Ministro propõe CPMF permanente e 10 a 15 anos para diminuir alíquota

Da Redação
Em São Paulo
O ministro do Planejamento, Paulo Bernardo, defendeu nesta terça-feira que a Contribuição Provisória sobre Movimentação Financeira (CPMF) deixe de ser temporária e se torne permanente.

"PROVISÓRIO" HÁ 13 ANOS
1993Criado o IPMF (Imposto Provisório sobre Movimentação Financeira) para gerar recursos à saúde
1994Começa a cobrança do imposto, com alíquota de 0,25%
1997Muda de nome para CPMF, com alíquota de 0,2%, e passa a ser usado no combate à pobreza
1999Alíquota sobe para 0,38%
2000Alíquota cai para 0,3%
2001Alíquota volta a subir para 0,38%
Além disso, ele propôs que a redução da alíquota de 0,38% para 0,08% seja feita "entre 10 e 15 anos", vinculada a um plano de longo prazo de diminuição das despesas correntes do governo (gastos para manter a máquina, fora investimento).

Segundo o governo, não há condições de abrir mão dos R$ 32 bilhões arrecadados com a CPMF de forma imediata.

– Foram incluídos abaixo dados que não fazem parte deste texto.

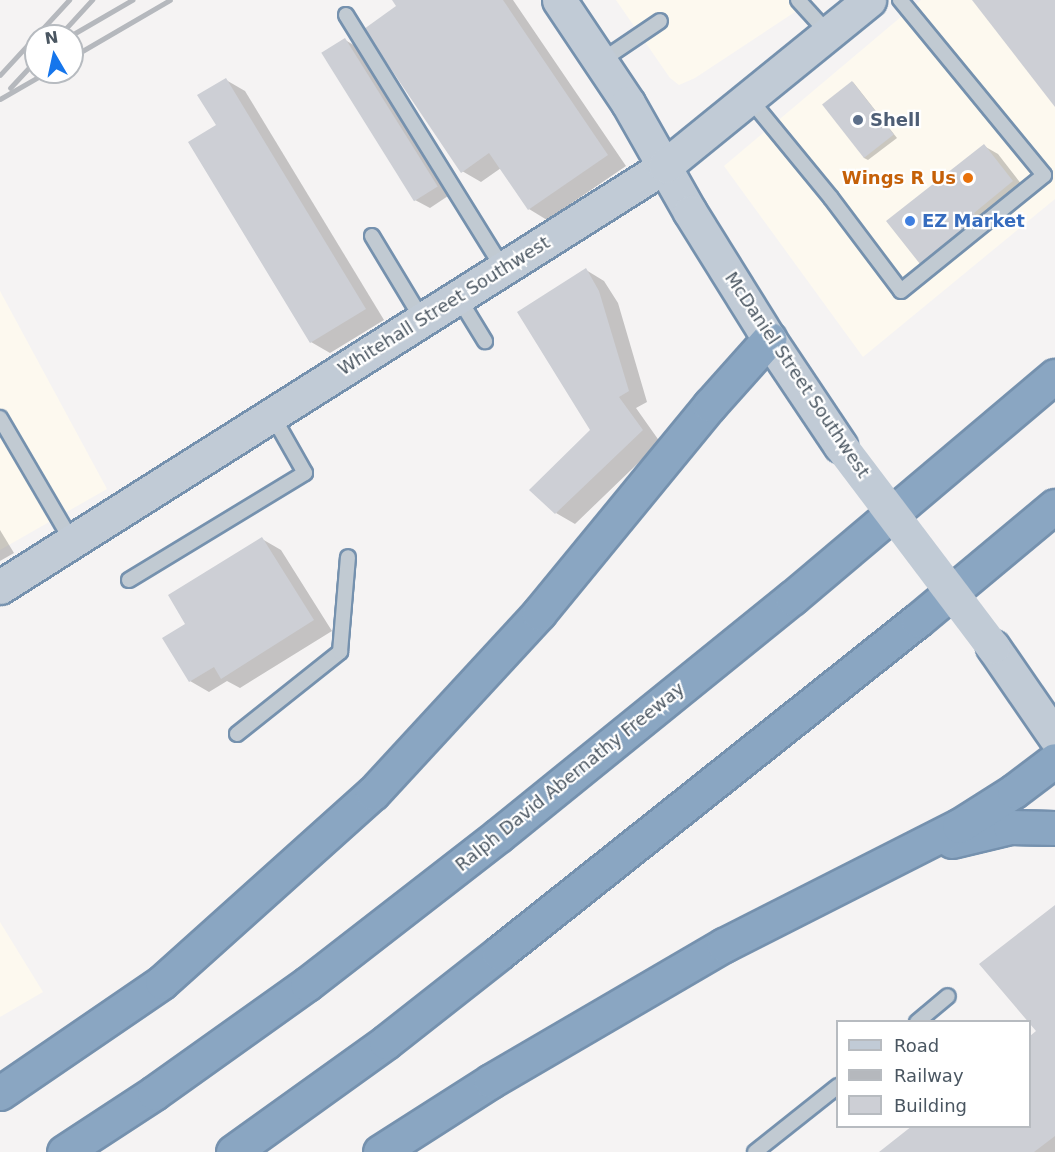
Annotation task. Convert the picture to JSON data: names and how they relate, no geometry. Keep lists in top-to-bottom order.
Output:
{
  "streets": {
    "highway": ["Ralph David Abernathy Freeway"],
    "main road": ["Whitehall Street Southwest", "McDaniel Street Southwest"]
  },
  "crossings": [
    ["Whitehall Street Southwest", "McDaniel Street Southwest"]
  ],
  "places": ["Shell", "Wings R Us", "EZ Market"],
  "legend": ["Road", "Railway", "Building"],
  "north": "top"
}
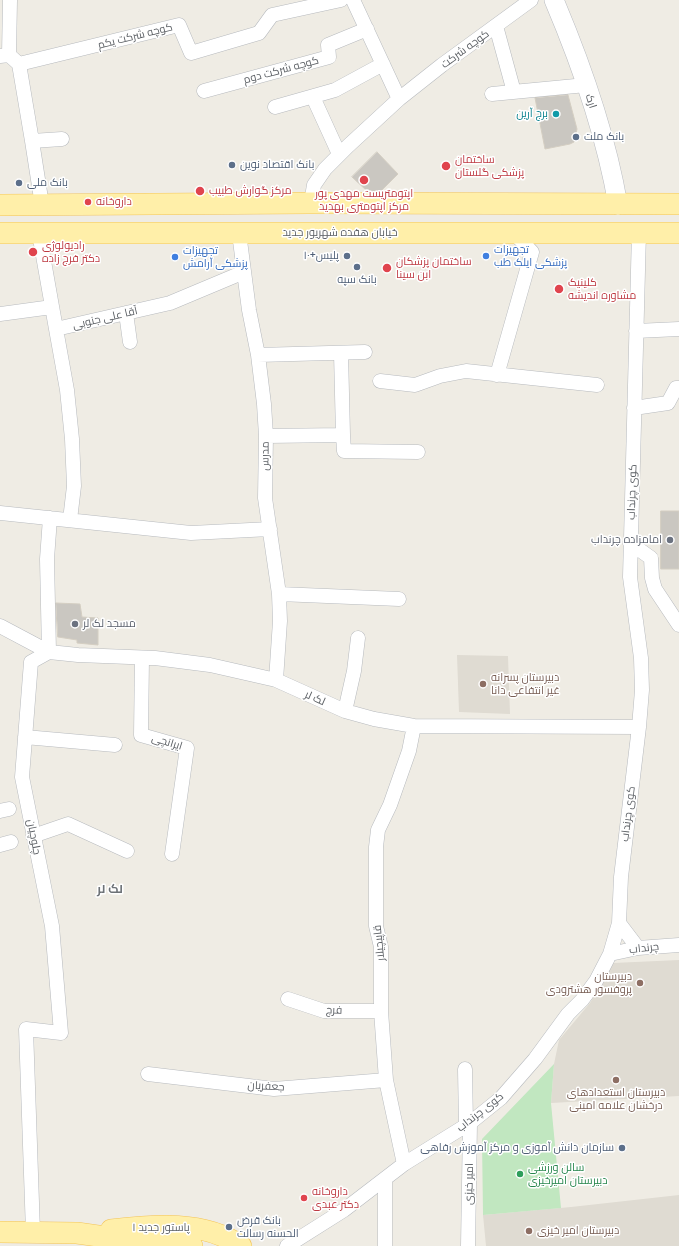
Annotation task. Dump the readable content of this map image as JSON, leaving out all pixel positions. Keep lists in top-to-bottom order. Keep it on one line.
{"streets":{"main road":["ارک","خیابان هفده شهریور جدید","پاستور جدید ۱"],"street":["کوچه شرکت یکم","کوچه شرکت","کوچه شرکت دوم","آقا علی جنوبی","مدرس","کوی چرنداب","لک لر","ایرانچی","چلوچیان","قاپیچیلار","چرنداب","فرج","جعفریان","امیر خیزی"]},"crossings":[["خیابان هفده شهریور جدید","مدرس"],["خیابان هفده شهریور جدید","کوی چرنداب"],["آقا علی جنوبی","مدرس"],["مدرس","لک لر"],["کوی چرنداب","لک لر"],["کوی چرنداب","قاپیچیلار"],["کوی چرنداب","چرنداب"],["کوی چرنداب","امیر خیزی"],["لک لر","ایرانچی"],["لک لر","چلوچیان"],["لک لر","قاپیچیلار"],["چلوچیان","پاستور جدید ۱"],["قاپیچیلار","فرج"],["قاپیچیلار","جعفریان"]],"districts":["لک لر"],"places":["برج آرین","بانک ملت","بانک اقتصاد نوین","ساختمان پزشکی گلستان","اپتومتریست مهدی پور مرکز اپتومتری بهدید","بانک ملی","مرکز گوارش طبیب","داروخانه","رادیولوژی دکتر فرج زاده","پلیس+۱۰","تجهیزات پزشکی ایلک طب","تجهیزات پزشکی آرامش","بانک سپه","ساختمان پزشکان ابن سینا","کلینیک مشاوره اندیشه","امامزاده چرنداب","مسجد لک لر","دبیرستان پسرانه غیر انتفاعی دانا","دبیرستان پروفسور هشترودی","دبیرستان استعدادهای درخشان علامه امینی","سازمان دانش آموزی و مرکز آموزش رفاهی","سالن ورزشی دبیرستان امیرخیزی","داروخانه دکتر عبدی","بانک قرض الحسنه رسالت","دبیرستان امیر خیزی"]}
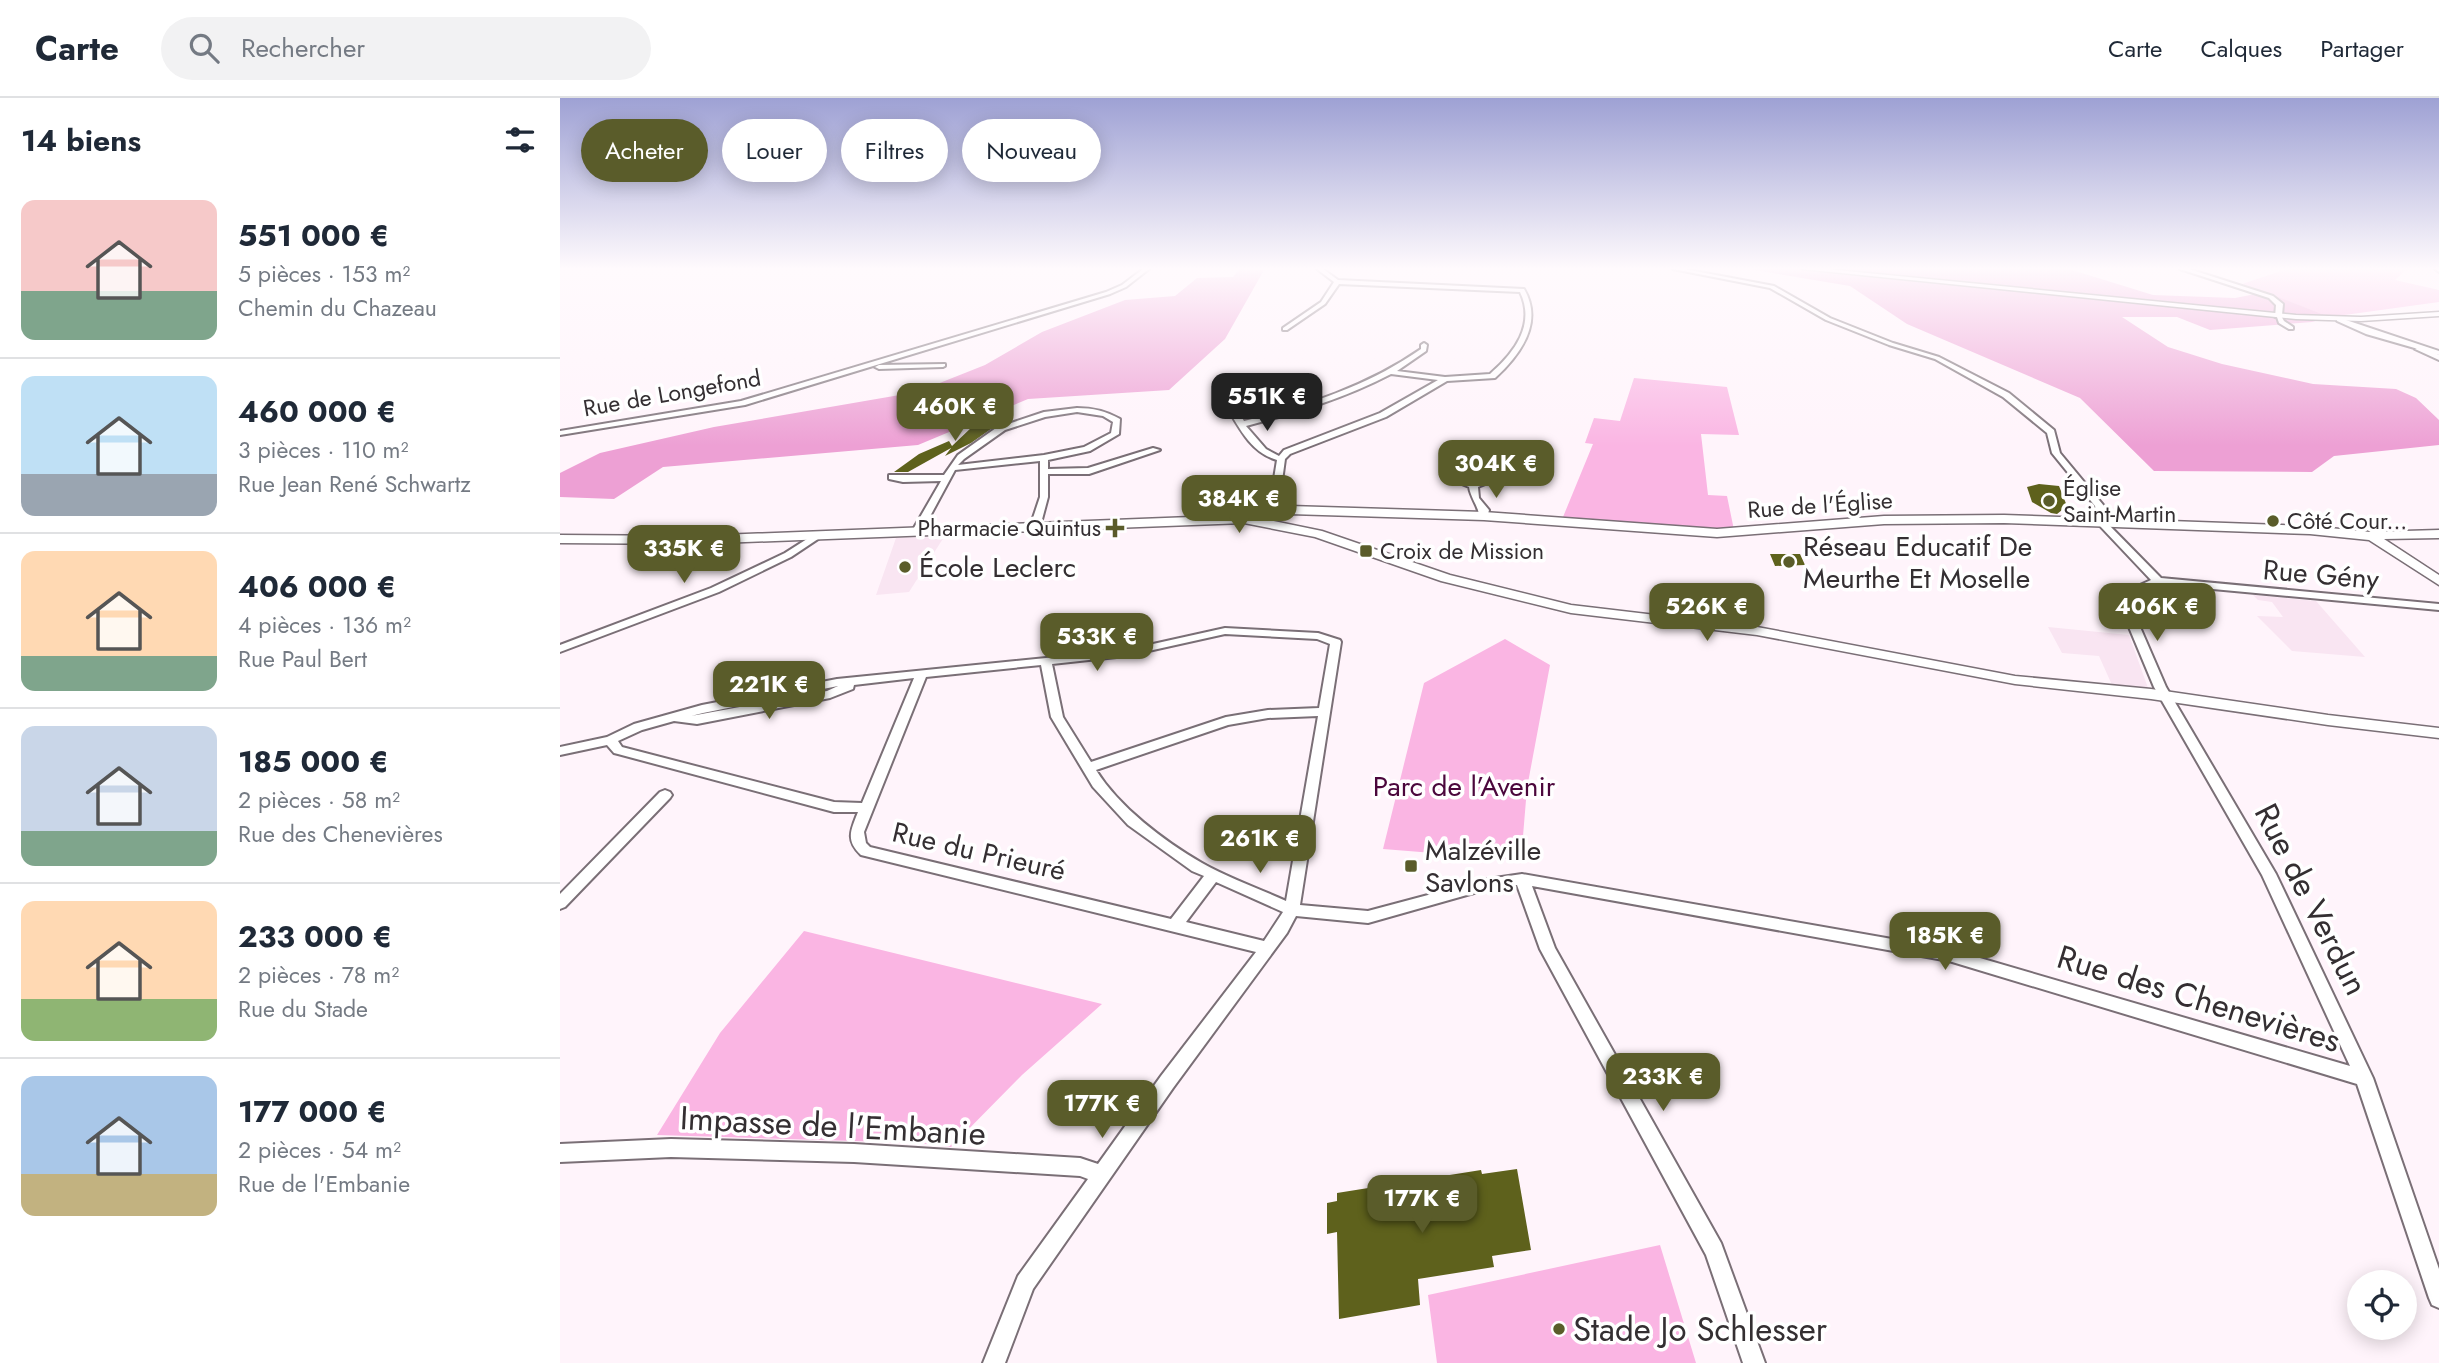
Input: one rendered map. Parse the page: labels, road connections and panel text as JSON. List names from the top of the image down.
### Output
{
  "streets": {
    "main road": ["Rue de l'Église"],
    "street": [
      "Rue de Longefond",
      "Rue Gény",
      "Rue du Prieuré",
      "Rue de Verdun",
      "Rue des Chenevières",
      "Impasse de l'Embanie"
    ]
  },
  "crossings": [
    ["Rue Gény", "Rue de Verdun"],
    ["Rue de Verdun", "Rue des Chenevières"]
  ],
  "parks": ["Parc de l’Avenir"],
  "places": {
    "other": [
      "Église Saint-Martin",
      "Côté Cour...",
      "Réseau Educatif De Meurthe Et Moselle",
      "École Leclerc",
      "Stade Jo Schlesser"
    ],
    "health": ["Pharmacie Quintus"],
    "transit": ["Croix de Mission", "Malzéville Savlons"]
  },
  "page": {
    "header": "Carte",
    "search": "Rechercher",
    "nav": ["Carte", "Calques", "Partager"],
    "heading": "14 biens",
    "chip": [
      "Acheter",
      "Louer",
      "Filtres",
      "Nouveau"
    ],
    "list": [
      {
        "name": "551 000 €",
        "note": "5 pièces · 153 m² · Chemin du Chazeau"
      },
      {
        "name": "460 000 €",
        "note": "3 pièces · 110 m² · Rue Jean René Schwartz"
      },
      {
        "name": "406 000 €",
        "note": "4 pièces · 136 m² · Rue Paul Bert"
      },
      {
        "name": "185 000 €",
        "note": "2 pièces · 58 m² · Rue des Chenevières"
      },
      {
        "name": "233 000 €",
        "note": "2 pièces · 78 m² · Rue du Stade"
      },
      {
        "name": "177 000 €",
        "note": "2 pièces · 54 m² · Rue de l'Embanie"
      }
    ],
    "price": [
      "551K €",
      "460K €",
      "304K €",
      "384K €",
      "335K €",
      "526K €",
      "406K €",
      "533K €",
      "221K €",
      "261K €",
      "185K €",
      "233K €",
      "177K €",
      "177K €"
    ]
  }
}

Bernardo justificou que esse seria um sinal positivo de controle fiscal, "para alavancar de vez" o crescimento do país. Ele lembrou que a prorrogação da CPMF acaba em dezembro de 2007.

Ele fez as propostas durante audiência na Comissão Mista de Orçamento do Congresso.

"É preciso esforço para reduzir a carga tributária, e todos concordam com isso" , disse o ministro. "Mas não dá para ser da noite para o dia" , completou. "Com redução de despesas fiscais, dá para abrir mão de uns R$ 20 bilhões dessa receita, sem precisar criar outro imposto em substituição à CPMF", completou.

Ele justificou que um prazo de dez anos, "no mínimo", para a redução gradativa dessa alíquota "seria razoável para conciliar a diminuição nos gastos, o que caberia nos próximos dois mandatos de governo".

Bernardo afirmou ser essa a sua posição como ministro do Planejamento, pois o Palácio do Planalto ainda não tem uma posição fechada sobre a prorrogação da CPMF. Mas ele defendeu que essa é uma discussão que precisa ser iniciada no Congresso "ainda neste ano".

O ministro lembrou que também a Desvinculação de Receitas da União (DRU) deixa de vigorar no fim de 2007. Sua proposta é de elevar dos 20% atuais, para "25% ou 30%" da receita de todos os tributos, o que forma uma fonte de recursos que o governo federal pode aplicar livremente.